Su Giove è emerso un eccellente contenimento delle luci diffuse unito ad un elevato contrasto, spostando il pianeta coi satelliti a bordo campo sia con la barlow che senza l'immagine resta identica.

Nell'utilizzo in torretta binoculare è necessario rimuovere il paraluce click-stop per poter permettere un miglior accostamento del volto alle lenti. Le generose dimensioni di quest'ultima unite alla filettatura T2 rendono possibili semplici apllicazioni fotografiche per la foto col metodo afocale ed in proiezione dell'oculare.
La modularità degli accessori rende possibile davvero qualunque tipo di combinazione o set up visuale-fotografico.

Conclusioni:

 
Esprimo un giudizio di eccellenza in merito alla qualità ottico-meccanica riscontrata ed alla modularità dei due accessori. Le ottiche sono di elevata fattura così come gli antiriflesso impiegati, considerando il prezzo tra l'altro contenuto ( con la spesa di un paio di oculari di qualità uno porta a casa un' ottima barlow ed uno dei migliori zoom disponibili sul mercato) è difficile a mio parere ottenere di più. Zoom + Barlow rappresentano un ottimo investimento per disporre di un set completo di oculari di qualità in un corpo solo.
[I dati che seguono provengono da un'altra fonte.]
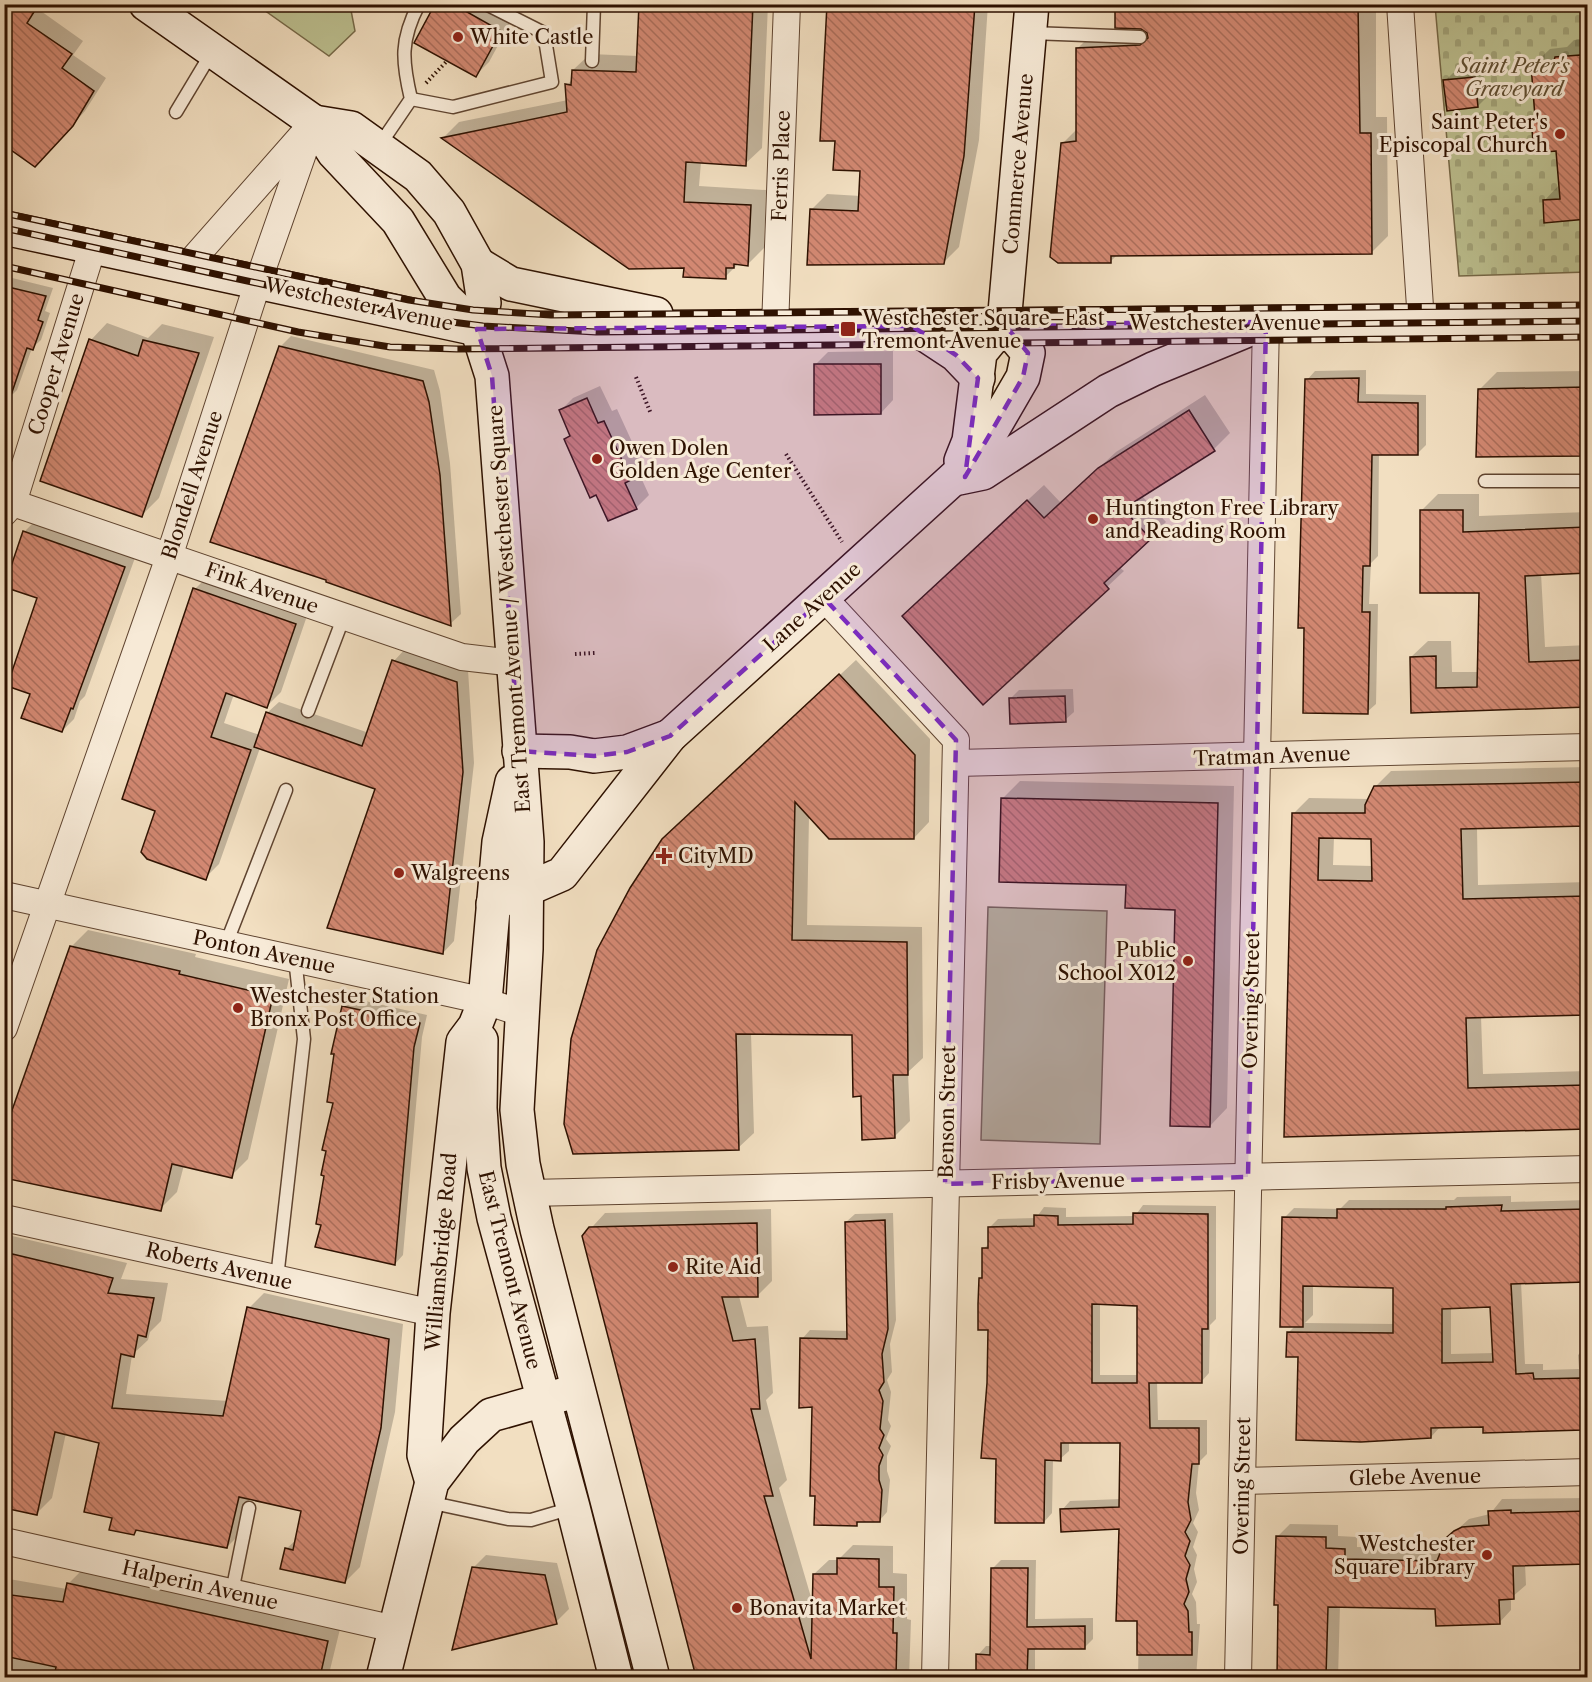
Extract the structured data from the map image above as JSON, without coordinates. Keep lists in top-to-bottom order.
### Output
{
  "streets": {
    "main road": [
      "Commerce Avenue",
      "Westchester Avenue",
      "Lane Avenue",
      "East Tremont Avenue / Westchester Square",
      "Williamsbridge Road",
      "East Tremont Avenue"
    ],
    "street": [
      "Ferris Place",
      "Cooper Avenue",
      "Blondell Avenue",
      "Fink Avenue",
      "Tratman Avenue",
      "Ponton Avenue",
      "Overing Street",
      "Benson Street",
      "Frisby Avenue",
      "Roberts Avenue",
      "Glebe Avenue",
      "Halperin Avenue"
    ]
  },
  "crossings": [
    ["Commerce Avenue", "Westchester Avenue"],
    ["Commerce Avenue", "Lane Avenue"],
    ["Ferris Place", "Westchester Avenue"],
    ["Westchester Avenue", "Cooper Avenue"],
    ["Westchester Avenue", "Blondell Avenue"],
    ["Westchester Avenue", "Lane Avenue"],
    ["Westchester Avenue", "East Tremont Avenue / Westchester Square"],
    ["Westchester Avenue", "Overing Street"],
    ["Cooper Avenue", "Fink Avenue"],
    ["Blondell Avenue", "Fink Avenue"],
    ["Blondell Avenue", "Ponton Avenue"],
    ["Fink Avenue", "East Tremont Avenue / Westchester Square"],
    ["Lane Avenue", "East Tremont Avenue / Westchester Square"],
    ["Lane Avenue", "Benson Street"],
    ["Lane Avenue", "East Tremont Avenue"],
    ["East Tremont Avenue / Westchester Square", "East Tremont Avenue"],
    ["Tratman Avenue", "Overing Street"],
    ["Tratman Avenue", "Benson Street"],
    ["Ponton Avenue", "Williamsbridge Road"],
    ["Ponton Avenue", "East Tremont Avenue"],
    ["Overing Street", "Frisby Avenue"],
    ["Overing Street", "Glebe Avenue"],
    ["Benson Street", "Frisby Avenue"],
    ["Frisby Avenue", "East Tremont Avenue"],
    ["Williamsbridge Road", "Roberts Avenue"],
    ["Williamsbridge Road", "East Tremont Avenue"],
    ["Williamsbridge Road", "Halperin Avenue"]
  ],
  "parks": ["Saint Peter's Graveyard"],
  "places": {
    "other": [
      "White Castle",
      "Saint Peter's Episcopal Church",
      "Owen Dolen Golden Age Center",
      "Huntington Free Library and Reading Room",
      "Walgreens",
      "Public School X012",
      "Westchester Station Bronx Post Office",
      "Rite Aid",
      "Westchester Square Library",
      "Bonavita Market"
    ],
    "transit": ["Westchester Square–East Tremont Avenue"],
    "health": ["CityMD"]
  }
}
Anche se ad oggi questo tipo di configurazioni difficilmente potevano competere con schemi più semplici e cristallini, il limite è stato superato e la prova ha confermato un' ottima resa di questa configurazione tale da non far rimpiangere nelle focali medie schemi ortoscopici. Nelle focali più lunghe invece poteva essere calcolato meglio il diaframma di campo e donare un po' più di respiro alle immagini.
Ringrazio la Deep-Sky di Firenze per l'accessoristica gentilmente concessa che è stata oggetto della prova.